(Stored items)
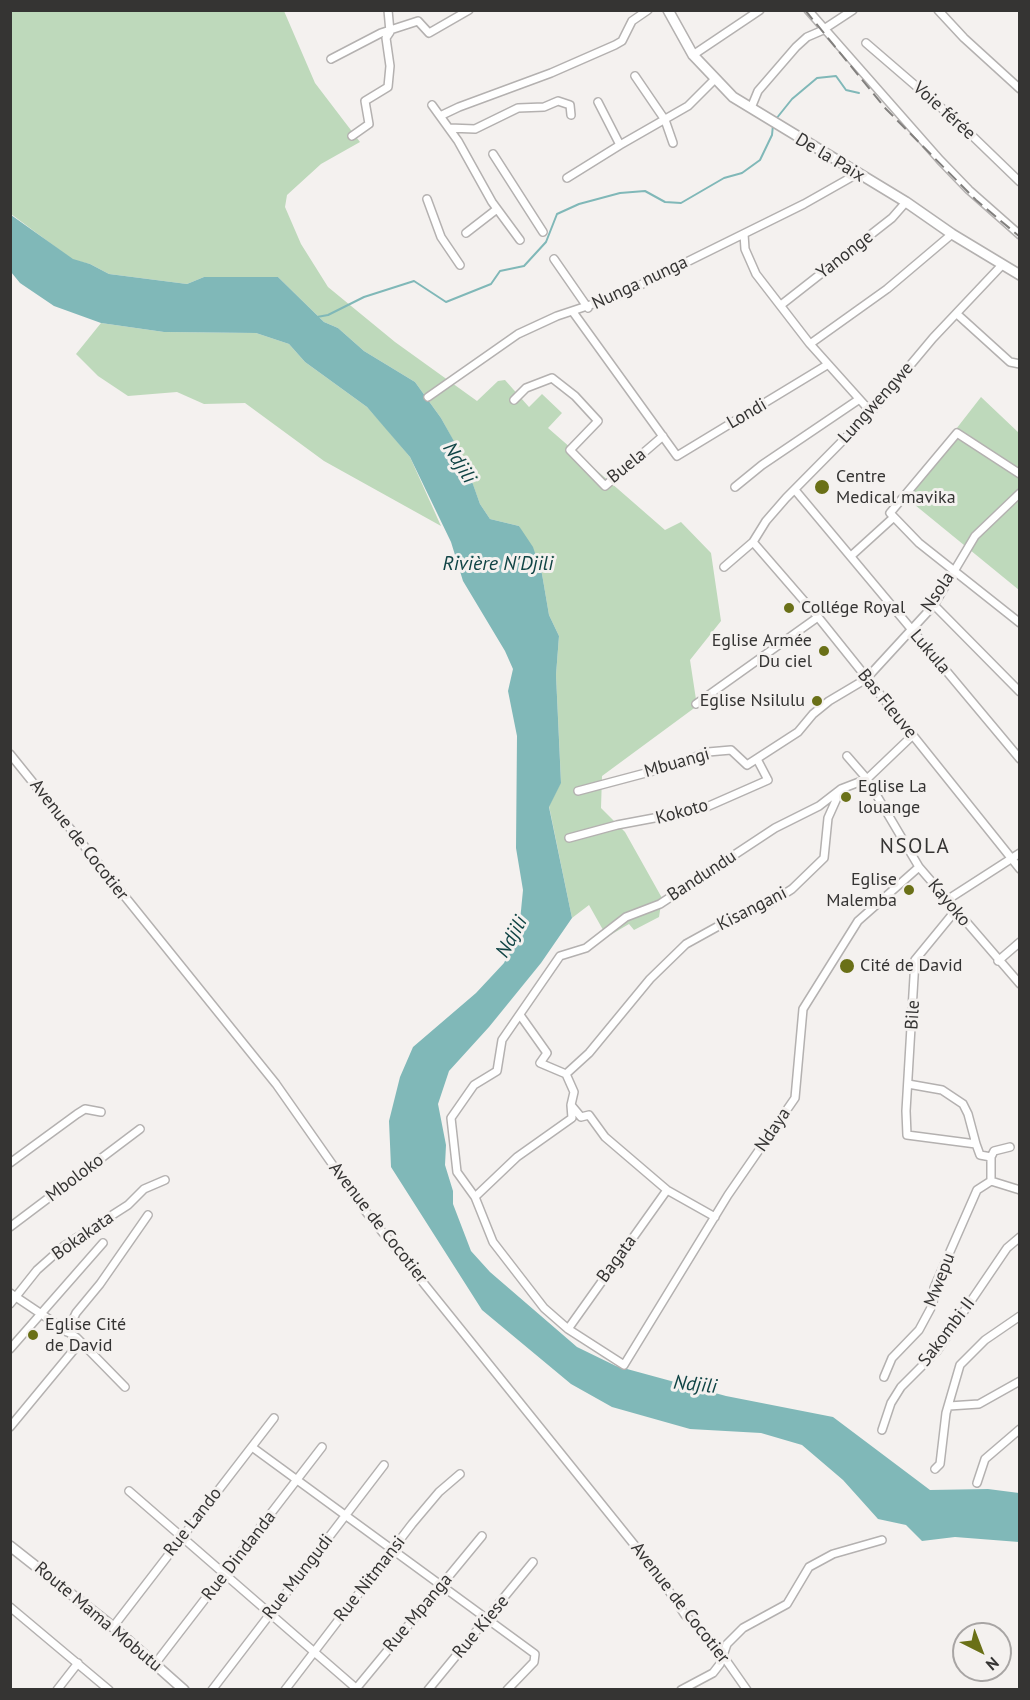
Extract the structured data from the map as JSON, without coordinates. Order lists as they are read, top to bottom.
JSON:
{
  "streets": {
    "street": [
      "Voie férée",
      "De la Paix",
      "Yanonge",
      "Nunga nunga",
      "Lungwengwe",
      "Londi",
      "Buela",
      "Nsola",
      "Lukula",
      "Bas Fleuve",
      "Mbuangi",
      "Kokoto",
      "Avenue de Cocotier",
      "Bandundu",
      "Kayoko",
      "Kisangani",
      "Bile",
      "Ndaya",
      "Mboloko",
      "Bokakata",
      "Bagata",
      "Mwepu",
      "Sakombi II",
      "Rue Lando",
      "Rue Dindanda",
      "Rue Mungudi",
      "Rue Nitmansi",
      "Rue Mpanga",
      "Route Mama Mobutu",
      "Rue Kiese"
    ]
  },
  "crossings": [
    ["De la Paix", "Yanonge"],
    ["De la Paix", "Nunga nunga"],
    ["De la Paix", "Lungwengwe"],
    ["Lungwengwe", "Lukula"],
    ["Lungwengwe", "Bas Fleuve"],
    ["Londi", "Buela"],
    ["Nsola", "Lukula"],
    ["Nsola", "Bas Fleuve"],
    ["Nsola", "Mbuangi"],
    ["Nsola", "Kokoto"],
    ["Mbuangi", "Kokoto"],
    ["Bandundu", "Kisangani"],
    ["Kayoko", "Bile"],
    ["Kayoko", "Ndaya"],
    ["Ndaya", "Bagata"],
    ["Rue Lando", "Route Mama Mobutu"],
    ["Rue Dindanda", "Route Mama Mobutu"]
  ],
  "districts": ["NSOLA"],
  "water": ["Ndjili", "Rivière N'Djili"],
  "places": [
    "Centre Medical mavika",
    "Collége Royal",
    "Eglise Armée Du ciel",
    "Eglise Nsilulu",
    "Eglise La louange",
    "Eglise Malemba",
    "Cité de David",
    "Eglise Cité de David"
  ],
  "north": "bottom right"
}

§ **Exercise**: Write all the lines above out again exactly, minus the images.

§ **Response to the exercise**:
Extract the structured data from the map as JSON, without coordinates. Order lists as they are read, top to bottom.
JSON:
{
  "streets": {
    "street": [
      "Voie férée",
      "De la Paix",
      "Yanonge",
      "Nunga nunga",
      "Lungwengwe",
      "Londi",
      "Buela",
      "Nsola",
      "Lukula",
      "Bas Fleuve",
      "Mbuangi",
      "Kokoto",
      "Avenue de Cocotier",
      "Bandundu",
      "Kayoko",
      "Kisangani",
      "Bile",
      "Ndaya",
      "Mboloko",
      "Bokakata",
      "Bagata",
      "Mwepu",
      "Sakombi II",
      "Rue Lando",
      "Rue Dindanda",
      "Rue Mungudi",
      "Rue Nitmansi",
      "Rue Mpanga",
      "Route Mama Mobutu",
      "Rue Kiese"
    ]
  },
  "crossings": [
    ["De la Paix", "Yanonge"],
    ["De la Paix", "Nunga nunga"],
    ["De la Paix", "Lungwengwe"],
    ["Lungwengwe", "Lukula"],
    ["Lungwengwe", "Bas Fleuve"],
    ["Londi", "Buela"],
    ["Nsola", "Lukula"],
    ["Nsola", "Bas Fleuve"],
    ["Nsola", "Mbuangi"],
    ["Nsola", "Kokoto"],
    ["Mbuangi", "Kokoto"],
    ["Bandundu", "Kisangani"],
    ["Kayoko", "Bile"],
    ["Kayoko", "Ndaya"],
    ["Ndaya", "Bagata"],
    ["Rue Lando", "Route Mama Mobutu"],
    ["Rue Dindanda", "Route Mama Mobutu"]
  ],
  "districts": ["NSOLA"],
  "water": ["Ndjili", "Rivière N'Djili"],
  "places": [
    "Centre Medical mavika",
    "Collége Royal",
    "Eglise Armée Du ciel",
    "Eglise Nsilulu",
    "Eglise La louange",
    "Eglise Malemba",
    "Cité de David",
    "Eglise Cité de David"
  ],
  "north": "bottom right"
}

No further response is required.